Problem statement
Pick the lines holding the string "coordinates" out of the records and copy them.

Records from a dataset
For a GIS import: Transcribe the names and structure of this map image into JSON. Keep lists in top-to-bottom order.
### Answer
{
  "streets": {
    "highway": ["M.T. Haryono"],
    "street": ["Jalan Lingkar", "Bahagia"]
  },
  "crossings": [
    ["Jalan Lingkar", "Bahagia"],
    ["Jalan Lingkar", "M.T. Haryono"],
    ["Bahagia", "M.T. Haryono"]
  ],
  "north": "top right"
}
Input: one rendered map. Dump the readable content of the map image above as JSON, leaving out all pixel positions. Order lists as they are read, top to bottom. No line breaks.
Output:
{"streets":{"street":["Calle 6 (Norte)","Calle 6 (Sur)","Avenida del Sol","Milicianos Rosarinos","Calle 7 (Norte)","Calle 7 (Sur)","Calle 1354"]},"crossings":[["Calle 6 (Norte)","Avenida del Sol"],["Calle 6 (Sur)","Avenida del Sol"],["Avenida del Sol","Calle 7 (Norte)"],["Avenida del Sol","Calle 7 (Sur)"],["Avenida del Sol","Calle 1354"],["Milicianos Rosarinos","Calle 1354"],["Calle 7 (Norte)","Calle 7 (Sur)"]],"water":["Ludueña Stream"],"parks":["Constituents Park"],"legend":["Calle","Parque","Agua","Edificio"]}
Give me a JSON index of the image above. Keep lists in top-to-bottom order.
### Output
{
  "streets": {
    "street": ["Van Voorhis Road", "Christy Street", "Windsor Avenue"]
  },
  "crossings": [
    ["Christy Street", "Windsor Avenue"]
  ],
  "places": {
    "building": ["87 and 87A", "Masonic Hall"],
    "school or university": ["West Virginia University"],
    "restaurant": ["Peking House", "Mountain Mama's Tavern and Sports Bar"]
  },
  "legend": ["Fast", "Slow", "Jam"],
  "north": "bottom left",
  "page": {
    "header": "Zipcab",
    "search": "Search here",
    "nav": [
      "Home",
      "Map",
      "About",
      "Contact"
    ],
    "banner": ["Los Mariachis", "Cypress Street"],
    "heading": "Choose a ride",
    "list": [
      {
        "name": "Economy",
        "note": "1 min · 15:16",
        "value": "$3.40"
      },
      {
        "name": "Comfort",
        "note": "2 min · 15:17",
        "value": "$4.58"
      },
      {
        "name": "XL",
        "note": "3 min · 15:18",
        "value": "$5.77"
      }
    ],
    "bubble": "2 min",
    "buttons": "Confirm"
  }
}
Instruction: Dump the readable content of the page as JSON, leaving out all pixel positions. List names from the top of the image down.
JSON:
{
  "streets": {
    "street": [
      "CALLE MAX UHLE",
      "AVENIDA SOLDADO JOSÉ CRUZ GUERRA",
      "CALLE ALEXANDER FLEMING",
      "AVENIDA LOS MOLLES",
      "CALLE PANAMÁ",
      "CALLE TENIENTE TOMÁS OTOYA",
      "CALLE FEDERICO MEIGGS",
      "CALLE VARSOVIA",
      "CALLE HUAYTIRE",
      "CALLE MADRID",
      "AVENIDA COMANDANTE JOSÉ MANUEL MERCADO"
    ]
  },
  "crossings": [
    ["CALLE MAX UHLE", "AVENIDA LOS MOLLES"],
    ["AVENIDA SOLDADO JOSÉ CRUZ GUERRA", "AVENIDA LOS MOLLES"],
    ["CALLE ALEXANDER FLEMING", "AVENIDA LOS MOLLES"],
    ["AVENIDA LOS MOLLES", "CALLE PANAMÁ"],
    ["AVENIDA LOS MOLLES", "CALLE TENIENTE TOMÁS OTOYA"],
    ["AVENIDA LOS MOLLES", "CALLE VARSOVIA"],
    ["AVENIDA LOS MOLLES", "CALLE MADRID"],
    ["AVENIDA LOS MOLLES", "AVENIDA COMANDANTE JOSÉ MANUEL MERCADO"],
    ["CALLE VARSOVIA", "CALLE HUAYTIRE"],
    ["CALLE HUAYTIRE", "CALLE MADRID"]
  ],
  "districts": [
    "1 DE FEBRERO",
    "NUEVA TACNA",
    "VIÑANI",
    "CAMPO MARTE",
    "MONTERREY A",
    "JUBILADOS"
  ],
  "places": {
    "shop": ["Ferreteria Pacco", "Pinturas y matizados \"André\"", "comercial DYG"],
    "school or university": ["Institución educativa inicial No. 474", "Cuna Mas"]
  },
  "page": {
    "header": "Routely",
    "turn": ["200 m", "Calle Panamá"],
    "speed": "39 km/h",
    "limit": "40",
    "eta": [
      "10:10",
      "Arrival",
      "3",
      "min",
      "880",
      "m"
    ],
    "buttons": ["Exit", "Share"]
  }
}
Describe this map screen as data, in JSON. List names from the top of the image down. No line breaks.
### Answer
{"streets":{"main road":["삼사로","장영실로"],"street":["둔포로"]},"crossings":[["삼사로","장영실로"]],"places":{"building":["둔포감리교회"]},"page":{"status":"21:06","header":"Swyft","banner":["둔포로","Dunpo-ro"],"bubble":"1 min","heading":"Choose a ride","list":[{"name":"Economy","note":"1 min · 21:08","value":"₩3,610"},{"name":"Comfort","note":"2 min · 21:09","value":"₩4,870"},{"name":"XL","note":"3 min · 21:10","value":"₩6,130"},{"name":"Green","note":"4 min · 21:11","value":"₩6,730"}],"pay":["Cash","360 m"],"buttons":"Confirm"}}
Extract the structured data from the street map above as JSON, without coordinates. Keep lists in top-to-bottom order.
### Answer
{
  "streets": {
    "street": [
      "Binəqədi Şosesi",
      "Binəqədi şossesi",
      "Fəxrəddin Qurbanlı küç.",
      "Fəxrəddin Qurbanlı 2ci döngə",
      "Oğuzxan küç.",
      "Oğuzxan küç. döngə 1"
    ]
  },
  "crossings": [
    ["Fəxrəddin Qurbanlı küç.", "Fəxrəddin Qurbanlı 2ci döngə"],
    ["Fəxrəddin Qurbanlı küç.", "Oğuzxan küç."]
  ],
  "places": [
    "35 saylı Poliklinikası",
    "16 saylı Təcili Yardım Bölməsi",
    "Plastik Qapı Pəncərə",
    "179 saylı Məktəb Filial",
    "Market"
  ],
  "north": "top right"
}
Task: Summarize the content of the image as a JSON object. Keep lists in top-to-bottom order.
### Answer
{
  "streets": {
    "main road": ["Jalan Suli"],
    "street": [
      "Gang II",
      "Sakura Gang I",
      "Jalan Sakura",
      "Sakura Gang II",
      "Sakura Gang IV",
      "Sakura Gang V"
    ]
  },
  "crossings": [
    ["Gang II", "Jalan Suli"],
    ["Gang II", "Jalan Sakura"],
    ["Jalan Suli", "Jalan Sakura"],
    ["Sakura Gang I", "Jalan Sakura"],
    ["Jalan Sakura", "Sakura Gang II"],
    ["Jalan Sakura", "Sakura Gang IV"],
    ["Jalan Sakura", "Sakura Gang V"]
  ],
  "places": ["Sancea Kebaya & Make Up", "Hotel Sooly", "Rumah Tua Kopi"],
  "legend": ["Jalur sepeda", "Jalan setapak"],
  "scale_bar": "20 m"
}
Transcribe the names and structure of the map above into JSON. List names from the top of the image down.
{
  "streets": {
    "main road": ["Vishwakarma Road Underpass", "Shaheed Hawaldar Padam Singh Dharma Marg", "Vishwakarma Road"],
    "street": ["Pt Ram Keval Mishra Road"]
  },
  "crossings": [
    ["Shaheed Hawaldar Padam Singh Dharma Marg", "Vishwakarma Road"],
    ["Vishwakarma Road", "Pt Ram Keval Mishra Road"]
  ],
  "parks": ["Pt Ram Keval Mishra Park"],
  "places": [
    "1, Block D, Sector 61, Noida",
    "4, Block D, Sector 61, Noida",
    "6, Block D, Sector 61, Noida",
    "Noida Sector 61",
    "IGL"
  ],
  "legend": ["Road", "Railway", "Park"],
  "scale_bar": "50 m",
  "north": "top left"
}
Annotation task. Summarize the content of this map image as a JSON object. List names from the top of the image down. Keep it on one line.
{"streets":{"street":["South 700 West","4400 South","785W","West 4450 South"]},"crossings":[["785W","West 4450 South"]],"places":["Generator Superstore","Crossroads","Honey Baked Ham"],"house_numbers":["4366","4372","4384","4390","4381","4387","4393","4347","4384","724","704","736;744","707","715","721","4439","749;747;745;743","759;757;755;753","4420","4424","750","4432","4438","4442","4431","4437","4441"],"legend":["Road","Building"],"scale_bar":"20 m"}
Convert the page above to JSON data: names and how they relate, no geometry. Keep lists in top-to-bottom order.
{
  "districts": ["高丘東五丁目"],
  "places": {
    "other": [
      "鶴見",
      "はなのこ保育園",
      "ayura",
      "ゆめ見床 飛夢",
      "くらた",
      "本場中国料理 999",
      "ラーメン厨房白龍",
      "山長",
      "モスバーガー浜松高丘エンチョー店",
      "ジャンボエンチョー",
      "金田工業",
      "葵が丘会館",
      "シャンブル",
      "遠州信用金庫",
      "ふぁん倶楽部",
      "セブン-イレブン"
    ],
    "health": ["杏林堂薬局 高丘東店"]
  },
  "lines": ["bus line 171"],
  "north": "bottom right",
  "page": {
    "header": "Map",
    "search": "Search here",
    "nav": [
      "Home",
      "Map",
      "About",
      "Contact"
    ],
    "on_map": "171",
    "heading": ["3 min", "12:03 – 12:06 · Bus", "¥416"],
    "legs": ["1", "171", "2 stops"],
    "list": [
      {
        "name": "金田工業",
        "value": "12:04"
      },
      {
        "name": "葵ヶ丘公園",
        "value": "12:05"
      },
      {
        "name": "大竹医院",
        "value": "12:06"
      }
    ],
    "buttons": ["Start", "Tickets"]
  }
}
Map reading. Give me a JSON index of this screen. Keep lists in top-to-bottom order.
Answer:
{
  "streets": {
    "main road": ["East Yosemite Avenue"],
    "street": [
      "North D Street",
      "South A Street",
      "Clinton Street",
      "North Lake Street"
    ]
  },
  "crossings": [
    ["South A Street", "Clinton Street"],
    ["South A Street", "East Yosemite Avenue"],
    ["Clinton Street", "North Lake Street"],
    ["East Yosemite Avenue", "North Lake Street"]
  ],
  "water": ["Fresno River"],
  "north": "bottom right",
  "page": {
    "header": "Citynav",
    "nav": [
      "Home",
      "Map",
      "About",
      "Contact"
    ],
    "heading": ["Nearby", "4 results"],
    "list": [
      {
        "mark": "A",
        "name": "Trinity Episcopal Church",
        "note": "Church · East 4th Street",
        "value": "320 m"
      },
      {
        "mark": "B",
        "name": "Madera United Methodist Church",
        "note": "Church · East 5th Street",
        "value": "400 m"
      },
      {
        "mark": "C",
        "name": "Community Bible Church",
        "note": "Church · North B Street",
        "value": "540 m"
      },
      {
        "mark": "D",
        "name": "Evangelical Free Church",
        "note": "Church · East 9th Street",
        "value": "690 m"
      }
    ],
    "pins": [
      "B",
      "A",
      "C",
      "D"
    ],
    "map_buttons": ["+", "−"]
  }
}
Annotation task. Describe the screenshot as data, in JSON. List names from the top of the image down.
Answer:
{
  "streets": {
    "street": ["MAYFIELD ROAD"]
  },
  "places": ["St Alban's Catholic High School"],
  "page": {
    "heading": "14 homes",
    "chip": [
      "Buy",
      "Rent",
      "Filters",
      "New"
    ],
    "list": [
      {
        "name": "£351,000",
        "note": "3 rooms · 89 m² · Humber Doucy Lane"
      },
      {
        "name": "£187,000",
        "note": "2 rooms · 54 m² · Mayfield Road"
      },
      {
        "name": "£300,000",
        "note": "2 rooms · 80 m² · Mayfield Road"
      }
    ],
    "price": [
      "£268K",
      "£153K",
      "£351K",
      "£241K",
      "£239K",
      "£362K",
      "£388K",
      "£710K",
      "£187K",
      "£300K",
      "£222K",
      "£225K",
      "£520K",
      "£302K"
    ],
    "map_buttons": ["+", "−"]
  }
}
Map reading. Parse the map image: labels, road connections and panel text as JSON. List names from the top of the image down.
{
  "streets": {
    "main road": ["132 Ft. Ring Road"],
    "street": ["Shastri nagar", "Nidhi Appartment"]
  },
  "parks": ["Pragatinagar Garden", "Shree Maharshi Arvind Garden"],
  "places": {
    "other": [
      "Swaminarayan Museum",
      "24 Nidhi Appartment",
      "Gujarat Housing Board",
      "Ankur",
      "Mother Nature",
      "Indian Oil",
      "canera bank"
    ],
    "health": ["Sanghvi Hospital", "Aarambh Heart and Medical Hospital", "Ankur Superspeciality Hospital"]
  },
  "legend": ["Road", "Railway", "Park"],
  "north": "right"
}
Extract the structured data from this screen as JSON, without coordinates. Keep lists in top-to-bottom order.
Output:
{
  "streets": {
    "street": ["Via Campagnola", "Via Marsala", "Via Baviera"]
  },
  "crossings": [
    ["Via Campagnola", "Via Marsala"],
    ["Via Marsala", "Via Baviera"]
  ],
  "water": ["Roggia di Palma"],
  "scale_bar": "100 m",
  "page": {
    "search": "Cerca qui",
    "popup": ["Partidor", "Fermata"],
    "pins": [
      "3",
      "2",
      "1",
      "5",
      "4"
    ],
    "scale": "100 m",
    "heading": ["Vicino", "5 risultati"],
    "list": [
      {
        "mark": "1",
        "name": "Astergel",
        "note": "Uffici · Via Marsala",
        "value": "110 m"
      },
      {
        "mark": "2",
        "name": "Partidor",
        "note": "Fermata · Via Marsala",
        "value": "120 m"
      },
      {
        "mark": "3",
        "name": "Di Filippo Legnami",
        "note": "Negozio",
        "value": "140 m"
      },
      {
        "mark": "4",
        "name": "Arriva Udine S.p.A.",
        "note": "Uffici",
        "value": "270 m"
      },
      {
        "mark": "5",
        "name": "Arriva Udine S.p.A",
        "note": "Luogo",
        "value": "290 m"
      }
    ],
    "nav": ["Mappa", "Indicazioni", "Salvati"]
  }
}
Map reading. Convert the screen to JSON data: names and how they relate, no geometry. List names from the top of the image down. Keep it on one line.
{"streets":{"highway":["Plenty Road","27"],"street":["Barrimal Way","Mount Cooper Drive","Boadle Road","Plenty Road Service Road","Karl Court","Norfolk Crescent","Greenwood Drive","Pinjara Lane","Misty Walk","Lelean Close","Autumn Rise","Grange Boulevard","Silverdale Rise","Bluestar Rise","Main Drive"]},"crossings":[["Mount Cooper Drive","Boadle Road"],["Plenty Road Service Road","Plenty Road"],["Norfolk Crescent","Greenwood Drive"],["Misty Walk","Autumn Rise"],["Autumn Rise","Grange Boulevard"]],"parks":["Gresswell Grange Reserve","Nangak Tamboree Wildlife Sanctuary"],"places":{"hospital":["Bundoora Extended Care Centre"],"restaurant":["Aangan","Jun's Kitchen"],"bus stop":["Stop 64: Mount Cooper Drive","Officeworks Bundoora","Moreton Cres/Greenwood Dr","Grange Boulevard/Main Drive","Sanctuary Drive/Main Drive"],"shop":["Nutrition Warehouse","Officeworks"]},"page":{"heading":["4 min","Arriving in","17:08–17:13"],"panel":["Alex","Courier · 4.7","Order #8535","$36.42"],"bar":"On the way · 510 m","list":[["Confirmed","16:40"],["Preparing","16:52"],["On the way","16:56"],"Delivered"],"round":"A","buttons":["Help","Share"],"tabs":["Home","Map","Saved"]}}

Solution to this task
Extract the structured data from the street map above as JSON, without coordinates. Keep lists in top-to-bottom order.
Extract the structured data from this screen as JSON, without coordinates. Keep lists in top-to-bottom order.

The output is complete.